■ Exercise aim ■
Copy out all the data, word for word.
BEGIN Exercise data
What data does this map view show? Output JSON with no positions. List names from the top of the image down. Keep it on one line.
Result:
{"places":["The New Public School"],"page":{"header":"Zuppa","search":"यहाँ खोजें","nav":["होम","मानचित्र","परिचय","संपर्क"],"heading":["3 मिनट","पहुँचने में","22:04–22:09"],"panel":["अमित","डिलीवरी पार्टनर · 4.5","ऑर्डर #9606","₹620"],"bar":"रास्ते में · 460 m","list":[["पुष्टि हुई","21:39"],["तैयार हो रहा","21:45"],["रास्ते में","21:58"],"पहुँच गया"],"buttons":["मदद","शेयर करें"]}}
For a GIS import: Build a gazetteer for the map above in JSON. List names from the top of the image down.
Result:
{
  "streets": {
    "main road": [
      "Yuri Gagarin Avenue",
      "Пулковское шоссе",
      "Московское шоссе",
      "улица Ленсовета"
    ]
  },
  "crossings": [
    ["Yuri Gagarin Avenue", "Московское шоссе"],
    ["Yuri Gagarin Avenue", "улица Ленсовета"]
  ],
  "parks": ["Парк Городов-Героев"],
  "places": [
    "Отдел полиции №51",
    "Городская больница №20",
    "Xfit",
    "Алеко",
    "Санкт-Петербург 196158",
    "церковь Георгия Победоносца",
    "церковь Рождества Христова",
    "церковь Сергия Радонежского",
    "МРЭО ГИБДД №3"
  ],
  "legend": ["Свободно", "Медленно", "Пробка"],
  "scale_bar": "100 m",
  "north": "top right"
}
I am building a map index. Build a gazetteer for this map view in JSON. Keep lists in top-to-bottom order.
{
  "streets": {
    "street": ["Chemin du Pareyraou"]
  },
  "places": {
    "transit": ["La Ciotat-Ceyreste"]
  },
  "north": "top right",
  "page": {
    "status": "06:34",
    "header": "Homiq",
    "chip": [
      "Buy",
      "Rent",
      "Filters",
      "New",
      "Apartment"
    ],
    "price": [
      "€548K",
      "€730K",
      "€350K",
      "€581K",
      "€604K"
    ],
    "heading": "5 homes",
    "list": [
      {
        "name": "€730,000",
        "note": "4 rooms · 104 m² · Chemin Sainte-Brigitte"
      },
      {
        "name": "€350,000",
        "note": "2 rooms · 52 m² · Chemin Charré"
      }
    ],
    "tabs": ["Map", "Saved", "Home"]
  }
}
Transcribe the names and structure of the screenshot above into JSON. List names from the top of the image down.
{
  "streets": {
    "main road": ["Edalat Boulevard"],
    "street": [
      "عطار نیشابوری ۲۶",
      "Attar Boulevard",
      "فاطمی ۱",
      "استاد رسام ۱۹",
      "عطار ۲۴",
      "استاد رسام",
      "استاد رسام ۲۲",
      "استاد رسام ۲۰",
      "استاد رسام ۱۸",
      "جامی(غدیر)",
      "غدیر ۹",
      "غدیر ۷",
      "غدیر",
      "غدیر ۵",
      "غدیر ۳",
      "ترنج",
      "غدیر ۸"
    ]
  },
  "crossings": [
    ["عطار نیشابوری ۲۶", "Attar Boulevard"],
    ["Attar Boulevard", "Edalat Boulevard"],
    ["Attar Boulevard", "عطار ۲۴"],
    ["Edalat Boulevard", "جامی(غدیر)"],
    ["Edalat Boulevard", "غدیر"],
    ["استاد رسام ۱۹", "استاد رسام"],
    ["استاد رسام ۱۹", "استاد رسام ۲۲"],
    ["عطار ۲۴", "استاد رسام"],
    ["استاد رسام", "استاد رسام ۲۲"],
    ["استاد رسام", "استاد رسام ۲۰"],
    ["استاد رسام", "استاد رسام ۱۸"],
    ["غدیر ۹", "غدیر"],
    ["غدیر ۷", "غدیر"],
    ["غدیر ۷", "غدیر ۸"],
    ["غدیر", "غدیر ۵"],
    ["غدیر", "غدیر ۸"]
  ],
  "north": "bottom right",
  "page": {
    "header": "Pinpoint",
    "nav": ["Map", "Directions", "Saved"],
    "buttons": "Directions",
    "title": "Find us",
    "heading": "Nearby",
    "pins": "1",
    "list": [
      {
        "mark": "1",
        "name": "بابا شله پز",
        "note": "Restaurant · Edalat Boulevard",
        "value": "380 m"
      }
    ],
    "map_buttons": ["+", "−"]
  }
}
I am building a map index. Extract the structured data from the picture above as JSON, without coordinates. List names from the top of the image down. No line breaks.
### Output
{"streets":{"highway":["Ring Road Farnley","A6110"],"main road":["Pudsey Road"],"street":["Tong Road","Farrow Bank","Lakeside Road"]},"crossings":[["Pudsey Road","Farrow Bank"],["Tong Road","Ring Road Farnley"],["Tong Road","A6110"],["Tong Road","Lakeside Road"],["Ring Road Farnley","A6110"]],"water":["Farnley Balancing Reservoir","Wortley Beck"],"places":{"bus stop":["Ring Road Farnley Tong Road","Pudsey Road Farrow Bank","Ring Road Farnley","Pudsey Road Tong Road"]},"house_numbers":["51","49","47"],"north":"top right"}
END Exercise data
■ Reply ■
What data does this map view show? Output JSON with no positions. List names from the top of the image down. Keep it on one line.
Result:
{"places":["The New Public School"],"page":{"header":"Zuppa","search":"यहाँ खोजें","nav":["होम","मानचित्र","परिचय","संपर्क"],"heading":["3 मिनट","पहुँचने में","22:04–22:09"],"panel":["अमित","डिलीवरी पार्टनर · 4.5","ऑर्डर #9606","₹620"],"bar":"रास्ते में · 460 m","list":[["पुष्टि हुई","21:39"],["तैयार हो रहा","21:45"],["रास्ते में","21:58"],"पहुँच गया"],"buttons":["मदद","शेयर करें"]}}
For a GIS import: Build a gazetteer for the map above in JSON. List names from the top of the image down.
Result:
{
  "streets": {
    "main road": [
      "Yuri Gagarin Avenue",
      "Пулковское шоссе",
      "Московское шоссе",
      "улица Ленсовета"
    ]
  },
  "crossings": [
    ["Yuri Gagarin Avenue", "Московское шоссе"],
    ["Yuri Gagarin Avenue", "улица Ленсовета"]
  ],
  "parks": ["Парк Городов-Героев"],
  "places": [
    "Отдел полиции №51",
    "Городская больница №20",
    "Xfit",
    "Алеко",
    "Санкт-Петербург 196158",
    "церковь Георгия Победоносца",
    "церковь Рождества Христова",
    "церковь Сергия Радонежского",
    "МРЭО ГИБДД №3"
  ],
  "legend": ["Свободно", "Медленно", "Пробка"],
  "scale_bar": "100 m",
  "north": "top right"
}
I am building a map index. Build a gazetteer for this map view in JSON. Keep lists in top-to-bottom order.
{
  "streets": {
    "street": ["Chemin du Pareyraou"]
  },
  "places": {
    "transit": ["La Ciotat-Ceyreste"]
  },
  "north": "top right",
  "page": {
    "status": "06:34",
    "header": "Homiq",
    "chip": [
      "Buy",
      "Rent",
      "Filters",
      "New",
      "Apartment"
    ],
    "price": [
      "€548K",
      "€730K",
      "€350K",
      "€581K",
      "€604K"
    ],
    "heading": "5 homes",
    "list": [
      {
        "name": "€730,000",
        "note": "4 rooms · 104 m² · Chemin Sainte-Brigitte"
      },
      {
        "name": "€350,000",
        "note": "2 rooms · 52 m² · Chemin Charré"
      }
    ],
    "tabs": ["Map", "Saved", "Home"]
  }
}
Transcribe the names and structure of the screenshot above into JSON. List names from the top of the image down.
{
  "streets": {
    "main road": ["Edalat Boulevard"],
    "street": [
      "عطار نیشابوری ۲۶",
      "Attar Boulevard",
      "فاطمی ۱",
      "استاد رسام ۱۹",
      "عطار ۲۴",
      "استاد رسام",
      "استاد رسام ۲۲",
      "استاد رسام ۲۰",
      "استاد رسام ۱۸",
      "جامی(غدیر)",
      "غدیر ۹",
      "غدیر ۷",
      "غدیر",
      "غدیر ۵",
      "غدیر ۳",
      "ترنج",
      "غدیر ۸"
    ]
  },
  "crossings": [
    ["عطار نیشابوری ۲۶", "Attar Boulevard"],
    ["Attar Boulevard", "Edalat Boulevard"],
    ["Attar Boulevard", "عطار ۲۴"],
    ["Edalat Boulevard", "جامی(غدیر)"],
    ["Edalat Boulevard", "غدیر"],
    ["استاد رسام ۱۹", "استاد رسام"],
    ["استاد رسام ۱۹", "استاد رسام ۲۲"],
    ["عطار ۲۴", "استاد رسام"],
    ["استاد رسام", "استاد رسام ۲۲"],
    ["استاد رسام", "استاد رسام ۲۰"],
    ["استاد رسام", "استاد رسام ۱۸"],
    ["غدیر ۹", "غدیر"],
    ["غدیر ۷", "غدیر"],
    ["غدیر ۷", "غدیر ۸"],
    ["غدیر", "غدیر ۵"],
    ["غدیر", "غدیر ۸"]
  ],
  "north": "bottom right",
  "page": {
    "header": "Pinpoint",
    "nav": ["Map", "Directions", "Saved"],
    "buttons": "Directions",
    "title": "Find us",
    "heading": "Nearby",
    "pins": "1",
    "list": [
      {
        "mark": "1",
        "name": "بابا شله پز",
        "note": "Restaurant · Edalat Boulevard",
        "value": "380 m"
      }
    ],
    "map_buttons": ["+", "−"]
  }
}
I am building a map index. Extract the structured data from the picture above as JSON, without coordinates. List names from the top of the image down. No line breaks.
### Output
{"streets":{"highway":["Ring Road Farnley","A6110"],"main road":["Pudsey Road"],"street":["Tong Road","Farrow Bank","Lakeside Road"]},"crossings":[["Pudsey Road","Farrow Bank"],["Tong Road","Ring Road Farnley"],["Tong Road","A6110"],["Tong Road","Lakeside Road"],["Ring Road Farnley","A6110"]],"water":["Farnley Balancing Reservoir","Wortley Beck"],"places":{"bus stop":["Ring Road Farnley Tong Road","Pudsey Road Farrow Bank","Ring Road Farnley","Pudsey Road Tong Road"]},"house_numbers":["51","49","47"],"north":"top right"}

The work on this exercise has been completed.